#### EXERCISE AIM
Records follow. Copy every line with "Banachowska".

#### GIVEN ENTRIES
▼▼▼
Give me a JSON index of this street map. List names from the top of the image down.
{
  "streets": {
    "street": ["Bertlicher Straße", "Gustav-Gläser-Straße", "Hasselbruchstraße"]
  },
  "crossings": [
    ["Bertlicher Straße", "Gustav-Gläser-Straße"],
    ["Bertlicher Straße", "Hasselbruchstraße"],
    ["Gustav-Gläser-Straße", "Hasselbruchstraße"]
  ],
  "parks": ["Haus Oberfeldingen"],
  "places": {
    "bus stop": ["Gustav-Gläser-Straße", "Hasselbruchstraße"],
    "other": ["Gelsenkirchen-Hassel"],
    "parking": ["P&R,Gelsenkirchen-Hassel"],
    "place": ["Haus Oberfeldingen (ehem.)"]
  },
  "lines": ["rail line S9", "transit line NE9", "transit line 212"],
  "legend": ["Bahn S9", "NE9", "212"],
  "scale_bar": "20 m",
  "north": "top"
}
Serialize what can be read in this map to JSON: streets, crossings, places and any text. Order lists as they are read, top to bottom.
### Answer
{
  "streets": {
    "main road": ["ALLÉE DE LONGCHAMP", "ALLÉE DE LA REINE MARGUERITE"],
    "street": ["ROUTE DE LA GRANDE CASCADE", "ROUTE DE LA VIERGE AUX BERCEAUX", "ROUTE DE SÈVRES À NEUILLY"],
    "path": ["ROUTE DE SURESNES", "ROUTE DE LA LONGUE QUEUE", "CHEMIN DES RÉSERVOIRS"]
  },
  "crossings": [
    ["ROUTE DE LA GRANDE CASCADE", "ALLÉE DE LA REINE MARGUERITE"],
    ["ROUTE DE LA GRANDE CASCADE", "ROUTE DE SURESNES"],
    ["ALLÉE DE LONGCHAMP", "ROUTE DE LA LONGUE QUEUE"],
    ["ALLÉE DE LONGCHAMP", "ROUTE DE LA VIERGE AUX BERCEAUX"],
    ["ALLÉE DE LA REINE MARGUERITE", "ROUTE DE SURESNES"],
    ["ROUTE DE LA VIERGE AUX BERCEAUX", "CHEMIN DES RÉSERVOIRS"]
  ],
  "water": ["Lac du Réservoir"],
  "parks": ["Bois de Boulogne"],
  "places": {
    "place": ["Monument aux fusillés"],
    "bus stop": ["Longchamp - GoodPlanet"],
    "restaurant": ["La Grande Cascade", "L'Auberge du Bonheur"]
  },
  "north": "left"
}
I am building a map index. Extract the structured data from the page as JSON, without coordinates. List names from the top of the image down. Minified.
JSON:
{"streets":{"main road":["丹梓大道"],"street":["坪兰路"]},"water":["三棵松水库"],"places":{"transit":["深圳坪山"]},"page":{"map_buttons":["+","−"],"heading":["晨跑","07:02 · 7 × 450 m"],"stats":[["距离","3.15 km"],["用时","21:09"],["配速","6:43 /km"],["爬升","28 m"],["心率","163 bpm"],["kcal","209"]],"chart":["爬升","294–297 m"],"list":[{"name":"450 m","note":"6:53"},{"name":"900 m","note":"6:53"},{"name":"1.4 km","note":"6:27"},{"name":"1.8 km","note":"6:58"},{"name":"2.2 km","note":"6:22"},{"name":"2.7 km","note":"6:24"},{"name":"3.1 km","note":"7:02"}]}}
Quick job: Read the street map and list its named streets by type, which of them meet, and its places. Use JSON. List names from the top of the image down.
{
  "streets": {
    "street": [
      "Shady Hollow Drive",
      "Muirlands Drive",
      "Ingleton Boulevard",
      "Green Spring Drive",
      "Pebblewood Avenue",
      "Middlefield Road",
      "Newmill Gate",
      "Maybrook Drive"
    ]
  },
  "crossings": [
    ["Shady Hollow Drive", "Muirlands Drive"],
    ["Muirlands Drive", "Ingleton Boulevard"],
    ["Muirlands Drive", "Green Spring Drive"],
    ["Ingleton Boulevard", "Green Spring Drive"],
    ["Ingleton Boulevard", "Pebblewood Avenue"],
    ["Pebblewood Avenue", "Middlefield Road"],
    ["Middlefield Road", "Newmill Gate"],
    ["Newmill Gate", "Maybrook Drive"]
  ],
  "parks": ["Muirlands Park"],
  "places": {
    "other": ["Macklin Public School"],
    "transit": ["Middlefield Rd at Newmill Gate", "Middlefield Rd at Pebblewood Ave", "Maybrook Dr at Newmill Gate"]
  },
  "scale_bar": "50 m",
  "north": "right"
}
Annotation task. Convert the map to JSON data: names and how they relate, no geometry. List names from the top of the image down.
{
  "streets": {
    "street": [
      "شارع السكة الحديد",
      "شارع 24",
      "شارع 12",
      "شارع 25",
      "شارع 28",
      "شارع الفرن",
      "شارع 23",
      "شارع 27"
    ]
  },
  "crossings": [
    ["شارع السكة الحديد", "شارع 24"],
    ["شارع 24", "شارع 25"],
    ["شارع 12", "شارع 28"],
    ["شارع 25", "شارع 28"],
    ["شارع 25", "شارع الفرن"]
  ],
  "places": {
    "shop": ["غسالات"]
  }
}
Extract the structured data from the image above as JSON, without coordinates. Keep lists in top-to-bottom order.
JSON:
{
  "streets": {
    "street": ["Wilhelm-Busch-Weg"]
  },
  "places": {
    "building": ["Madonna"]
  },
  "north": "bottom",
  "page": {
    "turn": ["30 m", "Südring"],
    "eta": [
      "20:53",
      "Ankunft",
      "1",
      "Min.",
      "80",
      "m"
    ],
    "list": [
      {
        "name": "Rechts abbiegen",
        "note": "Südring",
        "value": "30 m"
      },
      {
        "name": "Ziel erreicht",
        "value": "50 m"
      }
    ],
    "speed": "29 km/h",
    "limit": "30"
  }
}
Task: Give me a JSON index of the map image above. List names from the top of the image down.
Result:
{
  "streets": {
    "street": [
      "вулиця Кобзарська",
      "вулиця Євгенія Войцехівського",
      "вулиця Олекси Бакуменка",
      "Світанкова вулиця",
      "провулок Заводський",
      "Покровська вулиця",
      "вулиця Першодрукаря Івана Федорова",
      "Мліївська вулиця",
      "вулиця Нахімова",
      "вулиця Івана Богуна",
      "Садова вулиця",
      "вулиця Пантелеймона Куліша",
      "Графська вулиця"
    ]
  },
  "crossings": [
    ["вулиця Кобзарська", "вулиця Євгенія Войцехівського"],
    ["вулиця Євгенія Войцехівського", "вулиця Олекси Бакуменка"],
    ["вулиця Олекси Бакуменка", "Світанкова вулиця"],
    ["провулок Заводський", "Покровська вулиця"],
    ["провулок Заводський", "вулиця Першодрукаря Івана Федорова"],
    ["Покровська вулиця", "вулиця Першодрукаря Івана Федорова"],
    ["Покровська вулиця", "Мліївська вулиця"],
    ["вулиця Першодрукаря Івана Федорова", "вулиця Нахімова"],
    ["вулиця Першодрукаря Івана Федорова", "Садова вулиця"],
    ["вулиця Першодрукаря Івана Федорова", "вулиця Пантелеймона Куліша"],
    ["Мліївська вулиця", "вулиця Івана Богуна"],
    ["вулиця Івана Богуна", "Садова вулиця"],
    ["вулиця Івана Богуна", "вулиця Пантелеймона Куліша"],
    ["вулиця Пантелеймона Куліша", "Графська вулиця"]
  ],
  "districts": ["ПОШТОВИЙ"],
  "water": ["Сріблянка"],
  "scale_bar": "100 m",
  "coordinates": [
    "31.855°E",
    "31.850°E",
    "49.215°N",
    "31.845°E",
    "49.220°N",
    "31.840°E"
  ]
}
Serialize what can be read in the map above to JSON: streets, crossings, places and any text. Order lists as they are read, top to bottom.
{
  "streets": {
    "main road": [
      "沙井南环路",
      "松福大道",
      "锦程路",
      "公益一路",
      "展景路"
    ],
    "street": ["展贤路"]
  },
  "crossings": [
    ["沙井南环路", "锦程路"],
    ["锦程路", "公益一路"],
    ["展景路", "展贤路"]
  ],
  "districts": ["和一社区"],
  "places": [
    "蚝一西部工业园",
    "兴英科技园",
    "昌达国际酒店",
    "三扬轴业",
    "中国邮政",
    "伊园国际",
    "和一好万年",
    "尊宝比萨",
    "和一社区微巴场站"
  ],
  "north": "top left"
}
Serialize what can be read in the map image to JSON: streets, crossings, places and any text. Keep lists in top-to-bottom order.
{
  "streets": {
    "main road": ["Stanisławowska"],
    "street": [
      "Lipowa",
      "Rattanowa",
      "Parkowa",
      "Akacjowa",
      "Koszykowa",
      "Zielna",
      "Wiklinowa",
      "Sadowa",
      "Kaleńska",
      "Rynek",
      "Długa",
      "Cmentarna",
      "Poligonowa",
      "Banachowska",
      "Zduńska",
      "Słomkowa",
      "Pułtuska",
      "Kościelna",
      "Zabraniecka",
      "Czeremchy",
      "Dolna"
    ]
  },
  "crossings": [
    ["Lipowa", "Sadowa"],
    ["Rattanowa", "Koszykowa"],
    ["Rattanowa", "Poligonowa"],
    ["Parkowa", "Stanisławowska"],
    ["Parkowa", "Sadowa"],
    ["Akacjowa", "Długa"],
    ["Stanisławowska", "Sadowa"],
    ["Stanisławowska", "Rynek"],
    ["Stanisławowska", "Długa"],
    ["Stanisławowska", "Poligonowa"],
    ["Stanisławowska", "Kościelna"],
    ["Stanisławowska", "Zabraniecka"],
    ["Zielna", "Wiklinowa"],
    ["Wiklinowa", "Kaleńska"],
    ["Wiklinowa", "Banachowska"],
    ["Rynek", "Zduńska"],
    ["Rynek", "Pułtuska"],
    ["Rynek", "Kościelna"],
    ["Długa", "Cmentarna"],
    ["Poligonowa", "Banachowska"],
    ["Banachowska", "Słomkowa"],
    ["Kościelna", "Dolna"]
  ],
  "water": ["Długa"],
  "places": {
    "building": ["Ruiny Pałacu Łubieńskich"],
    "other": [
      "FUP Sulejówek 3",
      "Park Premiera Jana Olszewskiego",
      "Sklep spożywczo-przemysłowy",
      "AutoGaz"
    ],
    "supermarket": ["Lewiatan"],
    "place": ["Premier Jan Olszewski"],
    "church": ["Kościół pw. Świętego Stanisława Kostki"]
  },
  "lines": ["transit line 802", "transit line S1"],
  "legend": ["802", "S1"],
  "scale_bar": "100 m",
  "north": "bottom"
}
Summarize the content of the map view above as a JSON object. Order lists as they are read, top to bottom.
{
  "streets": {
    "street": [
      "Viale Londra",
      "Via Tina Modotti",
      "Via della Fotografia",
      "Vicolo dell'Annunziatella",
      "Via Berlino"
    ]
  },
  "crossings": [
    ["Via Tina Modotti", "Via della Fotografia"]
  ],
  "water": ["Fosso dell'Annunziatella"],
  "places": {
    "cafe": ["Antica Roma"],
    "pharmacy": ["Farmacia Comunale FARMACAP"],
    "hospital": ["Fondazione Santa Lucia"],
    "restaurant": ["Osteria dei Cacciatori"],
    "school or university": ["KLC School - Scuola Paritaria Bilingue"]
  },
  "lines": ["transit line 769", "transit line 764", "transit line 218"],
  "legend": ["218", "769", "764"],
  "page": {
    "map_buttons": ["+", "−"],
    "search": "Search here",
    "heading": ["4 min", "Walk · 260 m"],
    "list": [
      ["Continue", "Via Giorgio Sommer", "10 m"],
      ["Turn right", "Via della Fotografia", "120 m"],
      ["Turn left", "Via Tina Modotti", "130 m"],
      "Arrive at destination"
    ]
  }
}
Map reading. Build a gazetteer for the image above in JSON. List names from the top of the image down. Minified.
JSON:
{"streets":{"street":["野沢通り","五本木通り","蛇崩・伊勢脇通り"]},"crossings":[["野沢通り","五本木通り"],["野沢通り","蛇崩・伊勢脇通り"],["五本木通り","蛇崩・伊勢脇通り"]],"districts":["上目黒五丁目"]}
▲▲▲
#### WRITTEN REPLY
      "Banachowska",
    ["Wiklinowa", "Banachowska"],
    ["Poligonowa", "Banachowska"],
    ["Banachowska", "Słomkowa"],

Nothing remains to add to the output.